Few industry vets boast more first-hand experience than Randy Kelly and Linda Syrek. Before opening ABC and XYZ Taverns, the couple worked together at the Parkview Nite Club when that joint was balls to the wall right up until close every single night of the week.

“Back when we were at the Parkview, the bands wouldn’t even start until 10 p.m. and people would order full meals until 2 a.m. seven days a week,” Kelly recalls.

It was a trend the couple would rekindle a few years later in Ohio City, when that neighborhood was really taking off as a drinking and dining destination.

“At ABC, we were seven days a week until two in the morning, with the kitchen, and it was always worth it,” says Kelly. “Sometimes, that last hour in the kitchen was our busiest hour all weekend.”

But as more and more restaurants open, the pie of late-night business gets carved into thinner and thinner slices until the economics no longer works out in the owner’s favor.
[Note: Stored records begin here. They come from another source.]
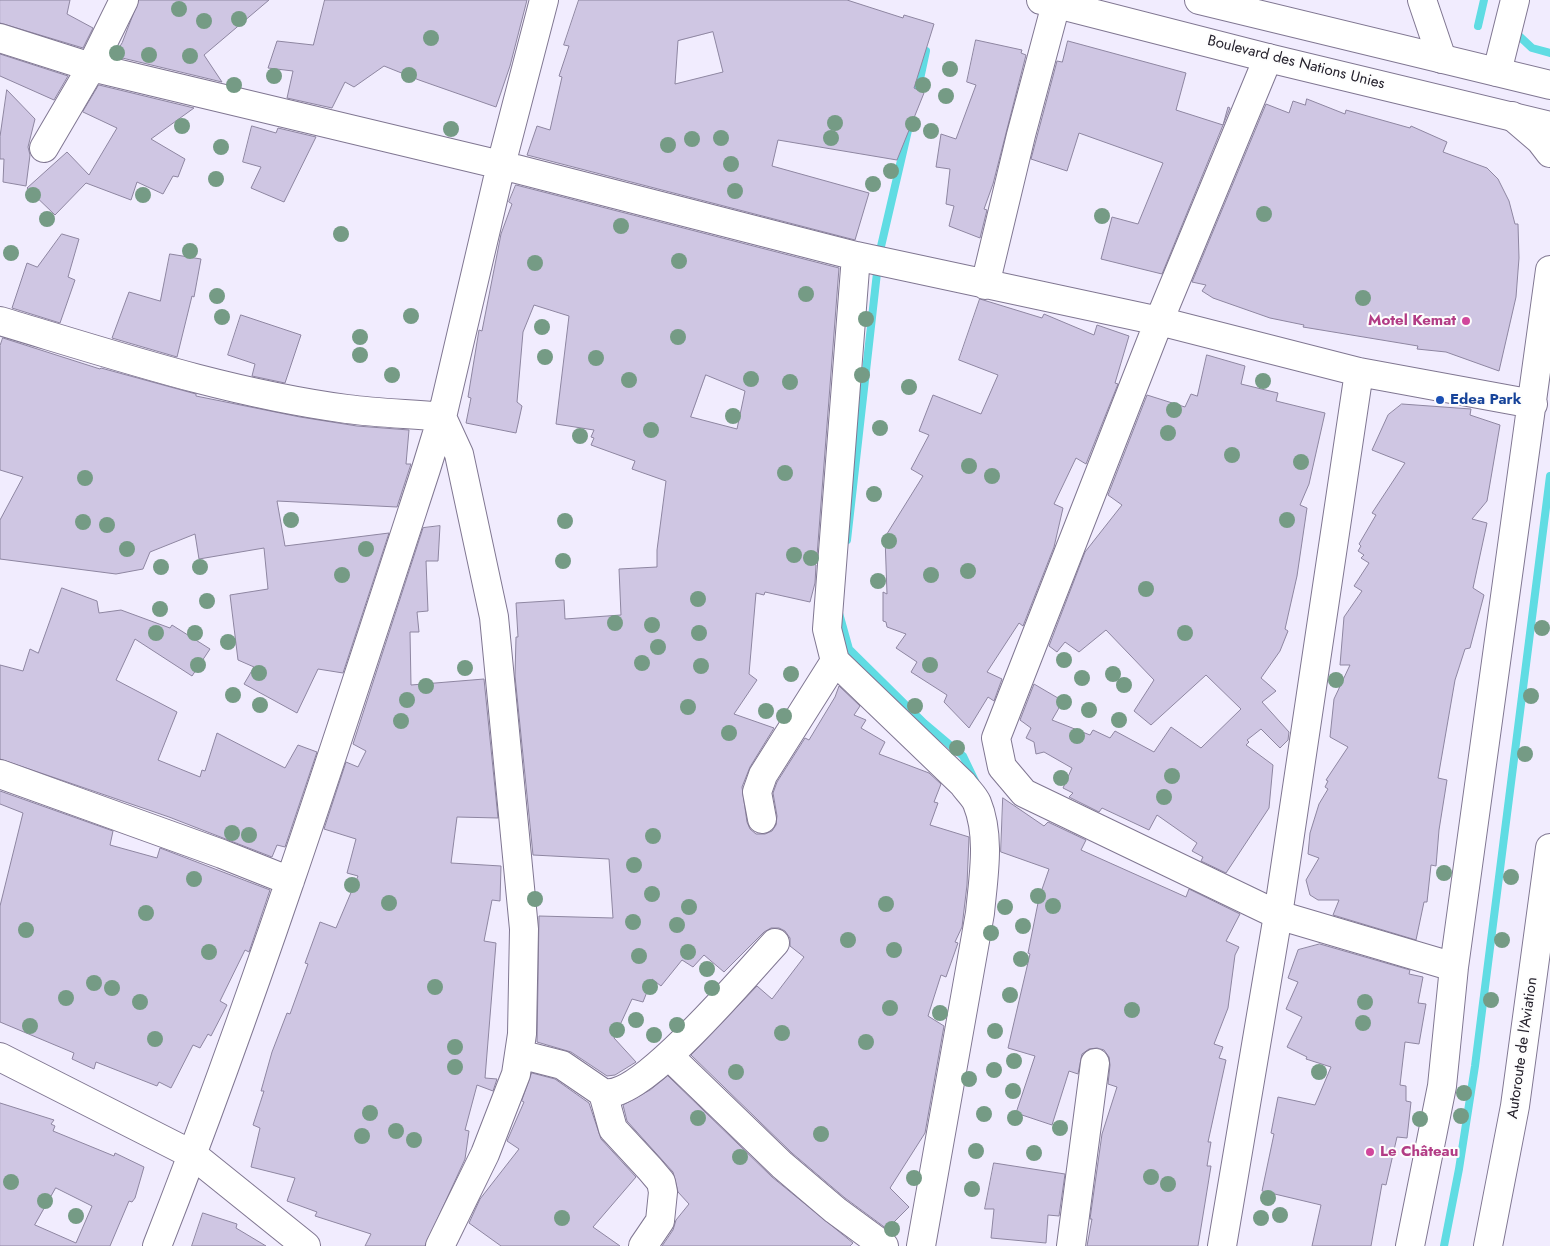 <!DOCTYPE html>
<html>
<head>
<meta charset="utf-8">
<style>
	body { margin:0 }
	canvas { display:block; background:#f1ecfe }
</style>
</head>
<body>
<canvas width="1550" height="1246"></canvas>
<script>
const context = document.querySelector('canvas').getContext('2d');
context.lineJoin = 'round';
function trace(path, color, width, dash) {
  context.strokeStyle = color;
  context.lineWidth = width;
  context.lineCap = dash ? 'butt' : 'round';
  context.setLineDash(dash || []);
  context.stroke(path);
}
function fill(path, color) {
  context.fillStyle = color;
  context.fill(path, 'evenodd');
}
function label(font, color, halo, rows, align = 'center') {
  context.font = font + ' Jost,sans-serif';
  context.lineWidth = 4;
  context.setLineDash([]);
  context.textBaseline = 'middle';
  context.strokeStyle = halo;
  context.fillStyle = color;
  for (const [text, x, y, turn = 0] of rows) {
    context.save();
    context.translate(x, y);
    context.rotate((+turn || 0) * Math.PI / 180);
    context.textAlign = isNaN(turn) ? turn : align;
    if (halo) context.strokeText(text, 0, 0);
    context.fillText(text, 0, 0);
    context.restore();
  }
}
trace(new Path2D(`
	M1478 26 1484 0
	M1518 32 1517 34 1532 48 1550 53
	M916 98 926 51
	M847 540 879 255 909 126
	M839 613 849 649 924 723 963 756 975 781
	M1444 1246 1459 1169 1475 1066 1550 476`), '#60dce3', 8);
const building = new Path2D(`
	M0 0H70L67 14 93 28 83 48 0 23Z
	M139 0H269L204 55 222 82 114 56 122 43Z
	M325 0H527L510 66 496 107 419 80 384 66 354 87 345 82 332 108 287 98 293 71 268 68 277 41 313 45Z
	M579 0H847L903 18 904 15 934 24 914 88 924 93 897 160 778 140 772 166 869 193 855 240 527 155 537 126 550 130 562 77 559 76 569 46 564 45ZM713 32 723 72 675 84 678 41Z
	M976 40 1022 50 1021 53 1026 55 993 184 984 209 987 210 980 238 949 226 954 206 946 204 950 169 936 167 941 134 956 139 976 85 967 82Z
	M1068 41 1186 73 1176 110 1223 125 1228 107 1230 108 1162 274 1101 259 1112 217 1138 224 1163 163 1079 133 1067 171 1031 159 1057 61 1062 62Z
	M0 54 68 76 54 100 0 76Z
	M99 85 194 108 151 139 185 159 178 177 173 176 163 194 137 182 131 200 86 183 55 215 27 188 67 152 89 175 117 128 83 112Z
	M7 90 35 119 28 147 30 155 26 186 3 182 4 159H0V137Z
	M1307 99 1345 114 1346 110 1410 128 1411 126 1447 142 1443 152 1487 168 1498 179 1509 201 1515 224H1518L1519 258 1516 297 1499 371 1446 352 1417 349 1418 346 1303 327 1304 325 1270 318 1213 298 1202 291 1206 285 1192 282 1266 104 1289 113 1293 101 1305 105Z
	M252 126 276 133 278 128 316 137 284 202 251 188 261 167 243 162Z
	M516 185 839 268 817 556 814 564 816 565 815 583 810 602 765 592 764 595 756 593 749 674 757 680 734 714 774 728 750 767 742 787 747 822 750 829 756 834H765L772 831 776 825 777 816 773 793 777 782 805 738 809 740 835 697 839 686 860 706 854 715 866 720 861 728 885 742 879 754 929 773 941 784 934 802 938 803 930 825 969 837 967 885 962 927 955 942 958 943 946 977 941 975 928 1016 944 1026 925 1133 890 1188 909 1207 887 1229 845 1198 792 1153 691 1055 757 986 772 999 804 957 790 946V938L785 931 779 928H771L764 932 724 972 704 955 693 967 682 960 661 986 652 979 643 1002 632 999 614 1038 636 1062 615 1075 607 1076 571 1052 537 1042 539 916 613 918 609 859 533 855 515 676 516 637H518L516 603 564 600 565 619 621 615 619 569 657 567V550L666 481 632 469 635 461 591 445 594 438 591 437 594 430 556 424 569 316 534 305 523 332 517 402 522 406 516 433 466 423 471 398 468 397 479 330 482 331 501 234 512 204 509 202ZM706 375 745 391 737 429 691 417Z
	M62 234 79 239 68 277 75 280 60 323 12 308 27 263 37 267Z
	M170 254 201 259 194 297 192 296 177 357 112 338 129 292 160 301Z
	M980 299 1042 318 1044 314 1094 335 1097 325 1129 336 1115 383 1118 384 1086 464 1076 458 1054 504 1063 508 1054 547 1023 626 1019 623 987 672 1002 679 994 701 988 697 969 728 944 702 947 695 911 672 917 662 896 648 906 634 887 627 886 622 883 621V592L887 594 885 537 923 476 911 469 929 435 919 431 933 395 981 414 998 375 959 360Z
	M241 315 301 335 285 383 252 376 255 364 228 355Z
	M3 338 100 369 101 368 196 394V396L300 417 357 426 409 430 406 464H411L397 507 277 501 285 546 389 533 343 673 318 669 297 713 244 684 254 667 238 660 230 595 268 589 264 548 199 559 195 534 150 552 143 569 116 574 0 559V520L23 477 0 470V346Z
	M1207 355 1245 366 1241 384 1278 393 1276 401 1325 413 1309 484 1300 505 1307 508 1297 576 1285 629 1288 631 1280 651 1261 678 1276 691 1262 702 1289 732 1288 740 1280 748 1261 729 1247 740 1249 742 1246 745 1273 765 1269 808 1226 873 1201 861 1203 857 1192 851 1197 843 1157 815 1149 830 1102 808 1099 812 1069 797 1073 793 1063 788 1072 768 1044 752 1036 754 1034 742 1026 738 1031 728 1020 720 1034 684 1063 701 1052 720 1090 735 1093 730 1110 738 1115 731 1154 752 1171 727 1201 748 1241 709 1206 675 1151 725 1134 711 1154 680 1106 630 1079 652 1065 642 1057 652 1049 646 1085 552 1122 505 1108 495 1147 395 1185 407 1191 394 1197 396Z
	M1402 404 1471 409 1470 415 1500 425 1487 501 1472 519 1487 523 1473 588 1484 595 1470 648 1465 649 1455 680 1438 778 1447 780 1439 830 1436 866 1431 865 1427 902H1424L1416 940 1333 915 1339 900H1318L1310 895 1306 880 1319 858 1308 854 1310 833 1319 804 1328 789 1325 787 1328 781 1326 780 1348 747 1330 737 1334 699 1350 665H1340L1344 617 1362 591 1354 586 1369 563 1361 558 1364 555 1358 551 1361 546 1359 544 1376 515 1372 513 1405 463 1372 450 1388 415Z
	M440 526 438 561H426L428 611 417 612 419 632H410L411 685 484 679 498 818 457 817 451 863 501 866 500 901 492 900 484 941 496 943 485 1078 497 1079 493 1091 477 1085 465 1130 469 1131 465 1159 425 1246H365L371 1234 315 1216 317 1212 287 1201 295 1178 251 1167 260 1128 253 1125 264 1091H261L272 1052 287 1013 290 1014 308 964 305 963 320 922 336 928 358 876 347 873 356 839 324 829 346 762 358 767 366 751 353 744 423 528Z
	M62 588 97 601 99 613 121 610 170 628 172 625 210 649 192 676 135 639 116 680 177 712 158 760 200 777 202 770 205 771 217 733 285 768 298 745 317 752 285 847 277 845 272 857 169 817 0 759V665L23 671 30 649 38 653Z
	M0 791 113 831 110 845 157 858 160 848 270 890 249 952 245 950 220 1001 227 1005 211 1036 208 1034 200 1048 193 1045 171 1088 159 1082 157 1086 96 1062 94 1069 72 1059 74 1053 0 1022V906L23 813 0 804Z
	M1003 798 1044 826 1048 822 1086 840 1081 850 1186 897 1189 889 1240 914 1226 941 1239 947 1235 955 1228 1008 1214 1044 1223 1047 1219 1058 1226 1060 1208 1142H1211L1207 1166H1211L1198 1246H1087L1092 1219H1090L1102 1134 1117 1087 1108 1084 1110 1065 1109 1057 1104 1050 1097 1048 1089 1049 1082 1054 1078 1074 1069 1071 1052 1125 1016 1113 1035 1056 1008 1048 1030 954 1028 953 1039 898 1049 869 1001 852Z
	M1320 944 1410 970 1409 974 1423 977 1418 1003 1426 1004 1419 1044 1405 1042 1400 1085 1406 1086V1101L1411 1102 1407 1138 1397 1137 1386 1185 1382 1184 1371 1246H1312L1321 1205 1262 1191 1274 1134 1271 1133 1278 1097 1315 1105 1331 1067 1306 1059 1307 1057 1287 1047 1302 1017 1286 1009 1298 982 1288 978 1298 950Z
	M532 1073 555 1079 589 1103 601 1139 636 1177 593 1227 620 1246H501L469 1223 480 1199 519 1149 507 1141 524 1102 522 1101Z
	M668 1076 772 1177 853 1243 850 1246H662L673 1230 676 1220 689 1204 678 1192 673 1172 627 1121 623 1105 650 1090Z
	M0 1103 54 1120 51 1124 55 1126 53 1131 114 1156 115 1153 144 1167 135 1198 132 1202 129 1201 110 1246H0ZM56 1188 92 1206 76 1243 35 1225Z
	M994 1163 1065 1174 1059 1216 1048 1215 1046 1243 991 1238 994 1209H985Z
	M203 1213 237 1224 236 1228 266 1246H192Z`);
fill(building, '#cfc6e3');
trace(building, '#8e86a1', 1);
const minor = new Path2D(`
	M1422 0 1442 59
	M0 38 91 67 501 165 856 256 1159 321 1359 372 1533 404
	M1268 58 1159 321 996 738 1002 767 1024 793 1278 915 1454 967
	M1497 72 1515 0
	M44 148 88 73 124 0
	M856 256 827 629 835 661 963 784C967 790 974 796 977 803 991 837 983 879 980 913L921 1246
	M985 285 1021 135 1056 4
	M0 321C114 355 228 393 347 409 378 413 410 414 442 417L459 454 494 617 524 929 522 1034 516 1074 485 1154 440 1246
	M0 774 222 854 290 881
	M762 819 757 792 763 775 835 661
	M519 1054 562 1065 603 1093C642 1100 746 974 775 943
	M669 1056 782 1165 835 1210 884 1246
	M0 1057 193 1155 306 1246
	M603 1093 613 1129 650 1169 661 1182 663 1192 660 1221 643 1246
	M157 1246C257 991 341 730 426 469L442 417 501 165 544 0
	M1071 1246 1095 1063
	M1222 1246 1278 915 1359 372
	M1410 1246 1442 1086 1454 967 1550 270`);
const major = new Path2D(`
	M1041 0 1268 58 1550 126
	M1199 0 1550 85`);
const highway = new Path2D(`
	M1512 116 1540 140 1550 153
	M1488 1246 1515 1106 1550 848`);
trace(minor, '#807792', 30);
trace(major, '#807792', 30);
trace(highway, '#807792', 30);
trace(minor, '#fff', 28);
trace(major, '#fff', 28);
trace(highway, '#fff', 28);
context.fillStyle = '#759b85';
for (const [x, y] of [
	[179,9],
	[239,19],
	[204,21],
	[431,38],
	[117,53],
	[149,55],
	[190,56],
	[950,69],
	[409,75],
	[274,76],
	[234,85],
	[923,85],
	[946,96],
	[835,123],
	[913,124],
	[182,126],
	[451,129],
	[931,131],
	[721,138],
	[831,138],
	[692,139],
	[668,145],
	[221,147],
	[731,164],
	[891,171],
	[216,179],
	[873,184],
	[735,191],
	[33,195],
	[143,195],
	[1264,214],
	[1102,216],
	[47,219],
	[621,226],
	[341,234],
	[190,251],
	[11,253],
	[679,261],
	[535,263],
	[806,294],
	[217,296],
	[1363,298],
	[411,316],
	[222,317],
	[866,319],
	[542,327],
	[360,337],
	[678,337],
	[360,355],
	[545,357],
	[596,358],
	[392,375],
	[862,375],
	[751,379],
	[629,380],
	[1263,381],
	[790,382],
	[909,387],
	[1174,410],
	[733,416],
	[880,428],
	[651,430],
	[1168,433],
	[580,436],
	[1232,455],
	[1301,462],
	[969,466],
	[785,473],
	[992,476],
	[85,478],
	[874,494],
	[291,520],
	[1287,520],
	[565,521],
	[83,522],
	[107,525],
	[889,541],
	[127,549],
	[366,549],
	[794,555],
	[811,558],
	[563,561],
	[161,567],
	[200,567],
	[968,571],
	[342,575],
	[931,575],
	[878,581],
	[1146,589],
	[698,599],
	[207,601],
	[160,609],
	[615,623],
	[652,625],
	[1542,628],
	[156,633],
	[195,633],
	[699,633],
	[1185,633],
	[228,642],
	[658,647],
	[1064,660],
	[642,663],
	[198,665],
	[930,665],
	[701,666],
	[465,668],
	[259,673],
	[791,674],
	[1113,674],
	[1082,678],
	[1336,680],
	[1124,685],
	[426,686],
	[233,695],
	[1531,696],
	[407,700],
	[1064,702],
	[260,705],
	[915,706],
	[688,707],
	[1089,710],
	[766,711],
	[784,716],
	[1119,720],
	[401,721],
	[729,733],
	[1077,736],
	[957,748],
	[1525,754],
	[1172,776],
	[1061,778],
	[1164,797],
	[232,833],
	[249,835],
	[653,836],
	[634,865],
	[1444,873],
	[1511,877],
	[194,879],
	[352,885],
	[652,894],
	[1038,896],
	[535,899],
	[389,903],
	[886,904],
	[1053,906],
	[689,907],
	[1005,907],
	[146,913],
	[633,922],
	[677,925],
	[1023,926],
	[26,930],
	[991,933],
	[848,940],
	[1502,940],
	[894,950],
	[209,952],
	[688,952],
	[639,956],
	[1021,959],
	[707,969],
	[94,983],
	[435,987],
	[650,987],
	[112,988],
	[712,988],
	[1010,995],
	[66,998],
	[1491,1000],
	[140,1002],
	[1365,1002],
	[890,1008],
	[1132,1010],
	[940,1013],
	[636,1020],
	[1363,1023],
	[677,1025],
	[30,1026],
	[617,1030],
	[995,1031],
	[782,1033],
	[654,1035],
	[155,1039],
	[866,1042],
	[455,1047],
	[1014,1061],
	[455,1067],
	[994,1070],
	[736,1072],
	[1319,1072],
	[969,1079],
	[1013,1091],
	[1464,1093],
	[370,1113],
	[984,1114],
	[1461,1116],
	[698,1118],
	[1015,1118],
	[1420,1119],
	[1060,1128],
	[396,1131],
	[821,1134],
	[362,1136],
	[414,1140],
	[976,1151],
	[1034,1153],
	[740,1157],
	[1151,1177],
	[914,1178],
	[11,1182],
	[1168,1184],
	[972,1189],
	[1268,1198],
	[45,1201],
	[1280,1215],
	[76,1216],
	[562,1218],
	[1261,1218],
	[892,1229]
]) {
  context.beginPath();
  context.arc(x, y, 8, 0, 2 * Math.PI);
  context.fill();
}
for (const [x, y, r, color] of [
	[1466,321,5,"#d1479c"],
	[1440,400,5,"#1a4fb4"],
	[1370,1152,5,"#d1479c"]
]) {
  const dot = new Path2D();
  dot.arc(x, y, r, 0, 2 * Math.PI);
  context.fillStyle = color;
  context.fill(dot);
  trace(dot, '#fdfdfd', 2);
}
label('15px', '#25212c', '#fdfdfd', [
	["Boulevard des Nations Unies",1296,63,14],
	["Autoroute de l'Aviation",1523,1048,-82]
]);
label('bold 15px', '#b23c85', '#fdfdfd', [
	["Motel Kemat",1456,321],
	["Le Château",1380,1152,"left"]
], 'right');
label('bold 15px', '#164399', '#fdfdfd', [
	["Edea Park",1450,400]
], 'left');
</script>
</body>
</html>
ABC still serves food until 1 a.m., but the days of operation have been whittled down to five per week.

“We pay our staff well and offer them benefits, but it’s a big financial commitment,” Kelly adds. “If the demand was there, no doubt we would stay open until 2, at least on weekends.”

For a provider of late-night food to even stand a chance of succeeding, the operator needs either to be in the business of selling booze or be in close proximity to others who do.

“That’s how we started our concept, by doing this outside of the bars from 11 p.m. until 3 in the morning,” says Natalie Bata, who along with partner Keene Cockburn runs Cocky’s Bagels.

Camped outside Around the Corner bar in Lakewood, Bata and Cockburn made their living off the bellies of tipsy bargoers, who would grab a filling bagel sandwich or two on their way home. But even a business plan as seemingly watertight as that one has its flaws, says Bata.

“The demand is at 2 a.m., but not until,” she explains. “We would sit idle from midnight until after the bars closed. People would rather keep drinking for as long as they can and then drunkenly stumble upon us before hopping in their Uber.”

Bata and Cockburn parlayed the money they earned from the food truck into a brick-and-mortar shop in North Olmsted. This year, the team expanded once again with a second Cocky’s Bagels in the Flats. But this time, instead of subsisting on the post-bar crowd, Cocky’s is the bar. Originally, the aim was to revive the 3 a.m. last call that started it all but staffing challenges have put those plans on the backburner for now, says Bata.

In addition to upending the hospitality industry on the labor side, Covid has undeniably affected the way consumers interact with restaurants, say owners.

“Two years of Covid has changed people’s habits on the customer side,” Kelly argues. “They start earlier, end earlier and hang out at home more often. Happy hour is huge, but coming in to eat at 8, 9 or 10 p.m. is just not there.”

Sandoval has been in this business long enough to still believe that if you build it, they will come. But he doesn’t see the same level of interest and commitment from chef-owners that existed in the gutsy late-`90s and early aughts.

“If you want to succeed at late-night dining you need to have the product and the service,” Sandoval says. “If you have good food and service, you’ll be busy because the people in this business are still starved to go out to those places. It seems easy, but that’s the hardest part of it. But I don’t think the desire is there.”